▸ **SUPPLIED RECORDS**:
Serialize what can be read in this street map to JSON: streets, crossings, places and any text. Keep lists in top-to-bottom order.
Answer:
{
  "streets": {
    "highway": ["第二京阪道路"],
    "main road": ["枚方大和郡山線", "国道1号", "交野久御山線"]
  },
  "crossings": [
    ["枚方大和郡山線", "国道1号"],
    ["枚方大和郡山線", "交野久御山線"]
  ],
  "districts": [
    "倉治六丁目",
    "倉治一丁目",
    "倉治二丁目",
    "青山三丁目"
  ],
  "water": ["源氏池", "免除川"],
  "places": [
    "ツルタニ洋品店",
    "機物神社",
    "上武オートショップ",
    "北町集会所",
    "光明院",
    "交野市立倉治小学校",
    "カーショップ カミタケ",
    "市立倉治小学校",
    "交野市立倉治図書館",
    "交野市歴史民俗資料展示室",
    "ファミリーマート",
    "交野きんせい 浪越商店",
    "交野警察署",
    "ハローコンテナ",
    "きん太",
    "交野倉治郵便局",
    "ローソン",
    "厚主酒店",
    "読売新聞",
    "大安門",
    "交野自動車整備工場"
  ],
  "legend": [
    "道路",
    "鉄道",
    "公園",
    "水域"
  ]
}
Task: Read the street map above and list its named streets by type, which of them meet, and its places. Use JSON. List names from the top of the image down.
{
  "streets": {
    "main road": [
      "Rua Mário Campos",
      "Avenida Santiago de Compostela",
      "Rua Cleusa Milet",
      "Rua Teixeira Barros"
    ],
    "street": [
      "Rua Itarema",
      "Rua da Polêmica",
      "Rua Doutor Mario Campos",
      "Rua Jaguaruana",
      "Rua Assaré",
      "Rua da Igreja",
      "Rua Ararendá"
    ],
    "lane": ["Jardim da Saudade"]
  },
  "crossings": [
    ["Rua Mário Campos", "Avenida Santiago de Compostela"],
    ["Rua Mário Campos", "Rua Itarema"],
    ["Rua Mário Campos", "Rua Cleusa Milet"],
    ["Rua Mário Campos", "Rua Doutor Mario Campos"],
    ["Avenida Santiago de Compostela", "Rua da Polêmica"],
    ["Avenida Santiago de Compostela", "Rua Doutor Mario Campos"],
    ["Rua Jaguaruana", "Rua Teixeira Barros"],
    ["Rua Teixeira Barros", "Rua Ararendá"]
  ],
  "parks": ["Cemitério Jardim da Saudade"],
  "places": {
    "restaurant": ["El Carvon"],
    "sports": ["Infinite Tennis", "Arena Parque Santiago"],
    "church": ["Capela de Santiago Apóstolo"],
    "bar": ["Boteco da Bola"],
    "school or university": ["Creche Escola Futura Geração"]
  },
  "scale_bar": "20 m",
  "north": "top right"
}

▸ **ASSIGNMENT**: Repeat every entry word for word.

▸ **TASK SOLUTION**:
Serialize what can be read in this street map to JSON: streets, crossings, places and any text. Keep lists in top-to-bottom order.
Answer:
{
  "streets": {
    "highway": ["第二京阪道路"],
    "main road": ["枚方大和郡山線", "国道1号", "交野久御山線"]
  },
  "crossings": [
    ["枚方大和郡山線", "国道1号"],
    ["枚方大和郡山線", "交野久御山線"]
  ],
  "districts": [
    "倉治六丁目",
    "倉治一丁目",
    "倉治二丁目",
    "青山三丁目"
  ],
  "water": ["源氏池", "免除川"],
  "places": [
    "ツルタニ洋品店",
    "機物神社",
    "上武オートショップ",
    "北町集会所",
    "光明院",
    "交野市立倉治小学校",
    "カーショップ カミタケ",
    "市立倉治小学校",
    "交野市立倉治図書館",
    "交野市歴史民俗資料展示室",
    "ファミリーマート",
    "交野きんせい 浪越商店",
    "交野警察署",
    "ハローコンテナ",
    "きん太",
    "交野倉治郵便局",
    "ローソン",
    "厚主酒店",
    "読売新聞",
    "大安門",
    "交野自動車整備工場"
  ],
  "legend": [
    "道路",
    "鉄道",
    "公園",
    "水域"
  ]
}
Task: Read the street map above and list its named streets by type, which of them meet, and its places. Use JSON. List names from the top of the image down.
{
  "streets": {
    "main road": [
      "Rua Mário Campos",
      "Avenida Santiago de Compostela",
      "Rua Cleusa Milet",
      "Rua Teixeira Barros"
    ],
    "street": [
      "Rua Itarema",
      "Rua da Polêmica",
      "Rua Doutor Mario Campos",
      "Rua Jaguaruana",
      "Rua Assaré",
      "Rua da Igreja",
      "Rua Ararendá"
    ],
    "lane": ["Jardim da Saudade"]
  },
  "crossings": [
    ["Rua Mário Campos", "Avenida Santiago de Compostela"],
    ["Rua Mário Campos", "Rua Itarema"],
    ["Rua Mário Campos", "Rua Cleusa Milet"],
    ["Rua Mário Campos", "Rua Doutor Mario Campos"],
    ["Avenida Santiago de Compostela", "Rua da Polêmica"],
    ["Avenida Santiago de Compostela", "Rua Doutor Mario Campos"],
    ["Rua Jaguaruana", "Rua Teixeira Barros"],
    ["Rua Teixeira Barros", "Rua Ararendá"]
  ],
  "parks": ["Cemitério Jardim da Saudade"],
  "places": {
    "restaurant": ["El Carvon"],
    "sports": ["Infinite Tennis", "Arena Parque Santiago"],
    "church": ["Capela de Santiago Apóstolo"],
    "bar": ["Boteco da Bola"],
    "school or university": ["Creche Escola Futura Geração"]
  },
  "scale_bar": "20 m",
  "north": "top right"
}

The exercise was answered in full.